## Required action
Copy everything in the records exactly; the pictures stay out.

## Data to examine

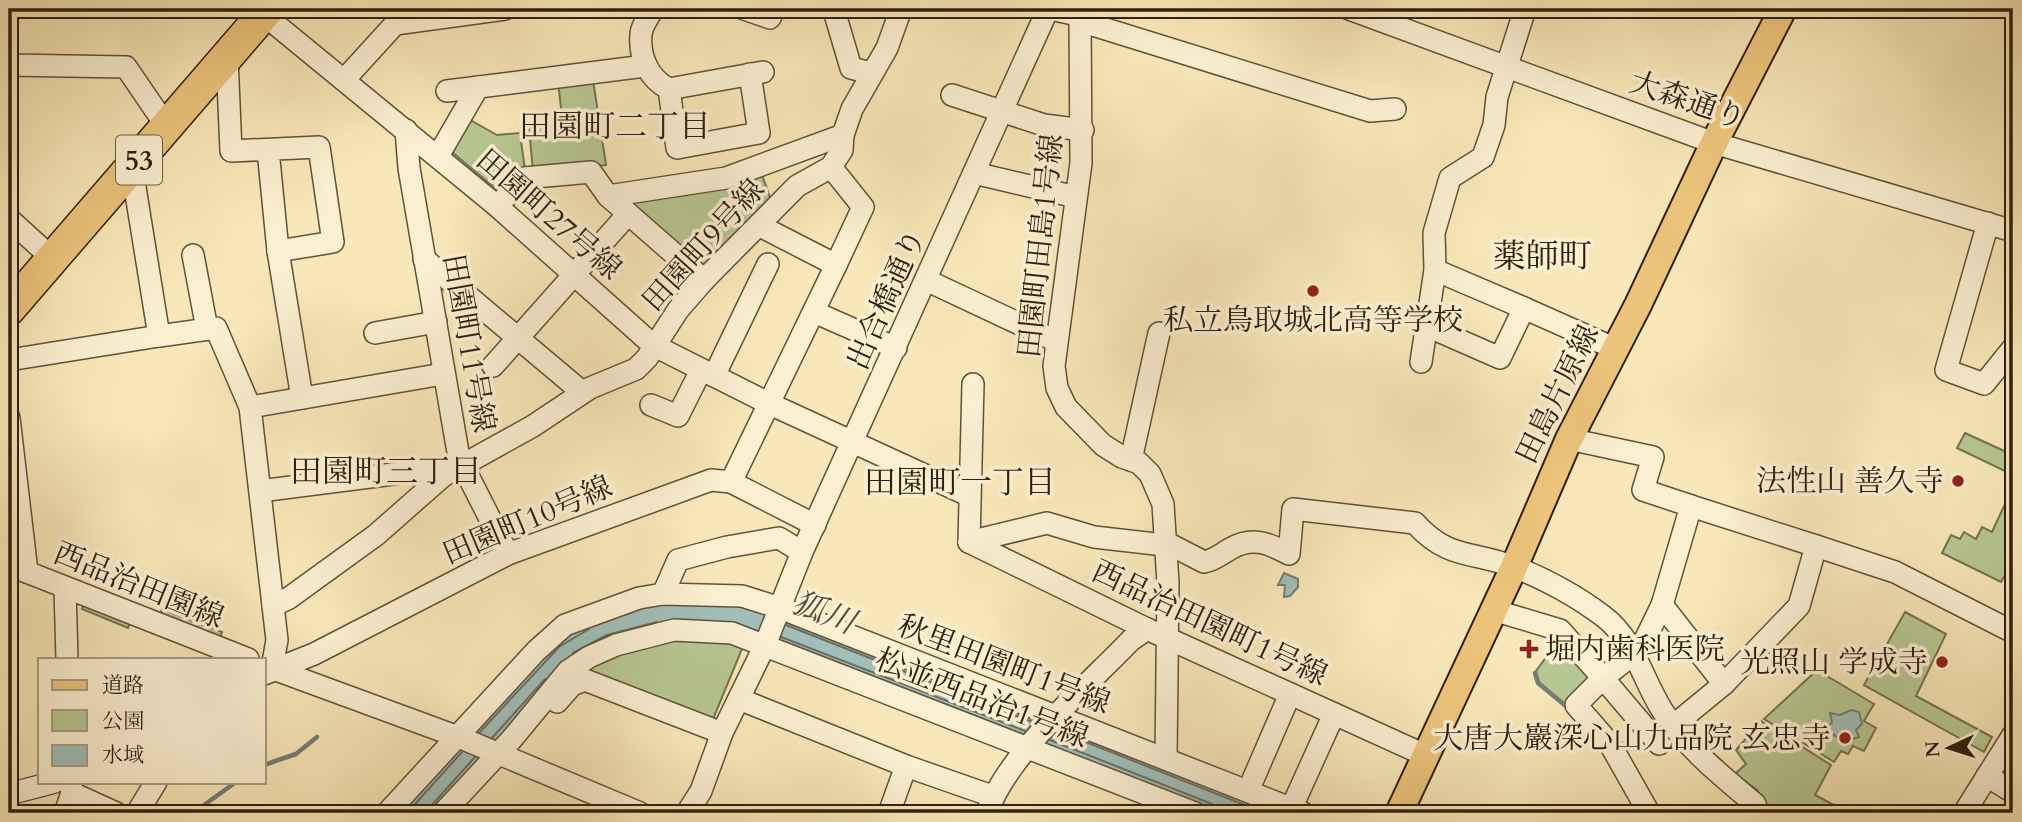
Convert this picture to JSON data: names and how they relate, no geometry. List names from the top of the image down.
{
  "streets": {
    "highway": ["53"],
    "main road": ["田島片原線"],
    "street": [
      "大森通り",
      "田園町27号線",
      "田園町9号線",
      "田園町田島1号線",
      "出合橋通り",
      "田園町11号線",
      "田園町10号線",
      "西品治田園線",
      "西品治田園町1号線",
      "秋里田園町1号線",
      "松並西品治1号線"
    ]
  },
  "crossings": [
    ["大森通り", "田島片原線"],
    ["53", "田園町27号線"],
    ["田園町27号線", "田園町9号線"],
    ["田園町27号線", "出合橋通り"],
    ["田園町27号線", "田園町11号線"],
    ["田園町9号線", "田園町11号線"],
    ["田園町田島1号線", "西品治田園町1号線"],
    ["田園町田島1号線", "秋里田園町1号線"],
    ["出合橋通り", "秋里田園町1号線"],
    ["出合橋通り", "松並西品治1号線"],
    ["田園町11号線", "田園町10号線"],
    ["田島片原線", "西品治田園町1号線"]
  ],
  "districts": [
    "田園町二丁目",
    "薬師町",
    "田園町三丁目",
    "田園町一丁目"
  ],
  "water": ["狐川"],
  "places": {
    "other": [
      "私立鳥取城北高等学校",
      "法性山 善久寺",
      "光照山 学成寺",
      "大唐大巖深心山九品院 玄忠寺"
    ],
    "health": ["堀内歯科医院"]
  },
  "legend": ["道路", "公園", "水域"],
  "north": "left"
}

## Result for this task
Convert this picture to JSON data: names and how they relate, no geometry. List names from the top of the image down.
{
  "streets": {
    "highway": ["53"],
    "main road": ["田島片原線"],
    "street": [
      "大森通り",
      "田園町27号線",
      "田園町9号線",
      "田園町田島1号線",
      "出合橋通り",
      "田園町11号線",
      "田園町10号線",
      "西品治田園線",
      "西品治田園町1号線",
      "秋里田園町1号線",
      "松並西品治1号線"
    ]
  },
  "crossings": [
    ["大森通り", "田島片原線"],
    ["53", "田園町27号線"],
    ["田園町27号線", "田園町9号線"],
    ["田園町27号線", "出合橋通り"],
    ["田園町27号線", "田園町11号線"],
    ["田園町9号線", "田園町11号線"],
    ["田園町田島1号線", "西品治田園町1号線"],
    ["田園町田島1号線", "秋里田園町1号線"],
    ["出合橋通り", "秋里田園町1号線"],
    ["出合橋通り", "松並西品治1号線"],
    ["田園町11号線", "田園町10号線"],
    ["田島片原線", "西品治田園町1号線"]
  ],
  "districts": [
    "田園町二丁目",
    "薬師町",
    "田園町三丁目",
    "田園町一丁目"
  ],
  "water": ["狐川"],
  "places": {
    "other": [
      "私立鳥取城北高等学校",
      "法性山 善久寺",
      "光照山 学成寺",
      "大唐大巖深心山九品院 玄忠寺"
    ],
    "health": ["堀内歯科医院"]
  },
  "legend": ["道路", "公園", "水域"],
  "north": "left"
}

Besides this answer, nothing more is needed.